To verify our results, a subgroup meta-analysis of RCTs and nRCTs was conducted. The MELD score and ALB level improved significantly at more time points in the nRCT subgroup than the RCT subgroup. However, a significant improvement in the ALT level was detected only in the RCT subgroup. The TBiL level improved significantly at more time points in the nRCT subgroup but at earlier time points in the RCT subgroup. Nevertheless, at week 24, the MELD score, ALB, ALT, and TBiL levels were similar between the nRCT and RCT subgroups.
To identify factors related to the efficacy of MSC therapy, we conducted subgroup meta-analyses according to cell type, MSC administration frequency, and MSC delivery route.
The efficacy of stem cell therapy in patients with liver disease has long been discussed. Among the candidate cell types, MSCs are suggested to be superior to hematopoietic stem cells for treating cirrhosis [63, 64]. MSCs are readily available from a variety of tissues, e.g., bone marrow, umbilical cord blood, adipose tissue, and placenta. The studies in our meta-analysis used B-MSCs or UC-MSCs. Although discontinuous, significant improvements in all four liver function parameters occurred at more time points in the B-MSC subgroup than the UC-MSC subgroup. This may be due to differences in homing ability among MSCs from different tissues [65].
Our data confirm a previous report that the beneficial effect of MSC administration is not prolonged [66]. For those improvements that disappeared at week 36 (MELD score, ALT and TBiL levels, and PT) or week 48 (ALB level), the fact that few of the included studies involved such a long follow-up period should be taken into account. A previous meta-analysis [66] suggested that re-administration prolongs the efficacy of MSC therapy; however, our subgroup analysis of multiple MSC injection revealed no evidence of such a benefit. In contrast, a single administration exerted a greater beneficial effect, particularly on the MELD score and ALT level. The interval between the first and second administrations was not analyzed in our study because of an inadequate number of trials.

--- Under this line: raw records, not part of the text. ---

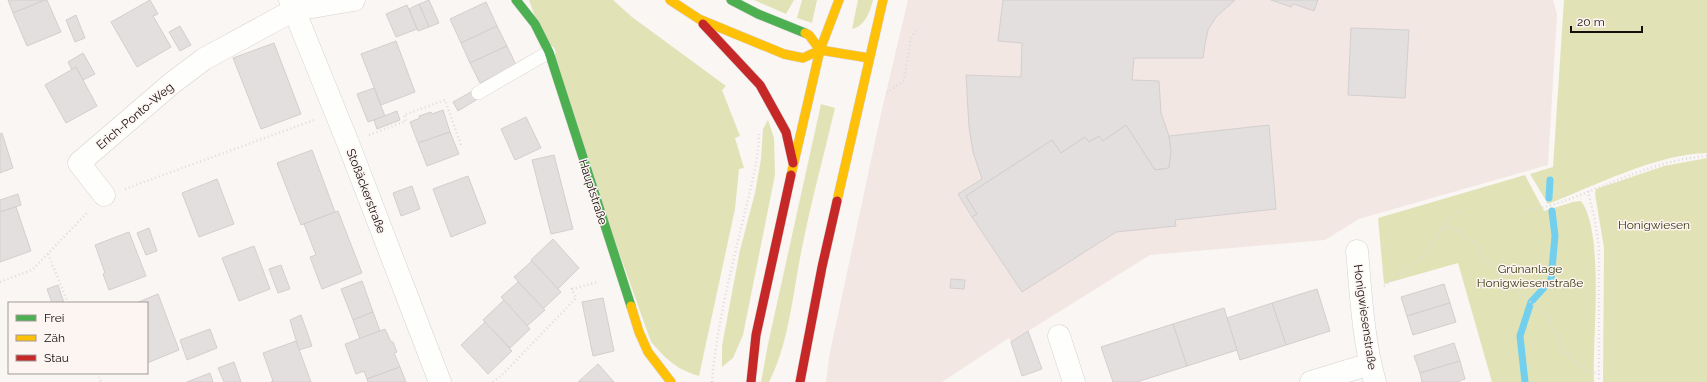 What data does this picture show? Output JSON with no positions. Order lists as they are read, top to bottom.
{
  "streets": {
    "main road": ["Hauptstraße"],
    "street": ["Erich-Ponto-Weg", "Stoßäckerstraße", "Honigwiesenstraße"]
  },
  "crossings": [
    ["Erich-Ponto-Weg", "Stoßäckerstraße"]
  ],
  "parks": ["Honigwiesen", "Grünanlage Honigwiesenstraße"],
  "legend": ["Frei", "Zäh", "Stau"],
  "scale_bar": "20 m"
}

Although intravenous injection is the most common mode of MSC administration [67], intra-arterial injection exhibited greater efficacy in this meta-analysis. Significant improvements in liver function occurred earlier (MELD score and ALB and TBiL levels), or only (ALT level), in the hepatic artery administration group compared with the peripheral vein administration group. Although discontinuous among time points, the improvements were significant at more time points in the hepatic artery administration group. Walczak et al. [68] reported that intra-arterial administration significantly enhances homing of MSCs to the site of injury compared with distant intravenous administration. Intravenously administered MSCs may be phagocytosed by reticuloendothelial cells in capillary-rich tissues. Following intravenous injection, MSCs initially travel to the lungs, followed by the liver; subsequently, the signal decreases over time, as seen in animal studies [69, 70]. Thus, only a portion of the MSCs injected intravenously reach the injured tissue. Moreover, the number of MSCs injected likely influences the therapeutic efficacy. For example, the optimal number of MSCs may differ between intra-arterial and intravenous administrations.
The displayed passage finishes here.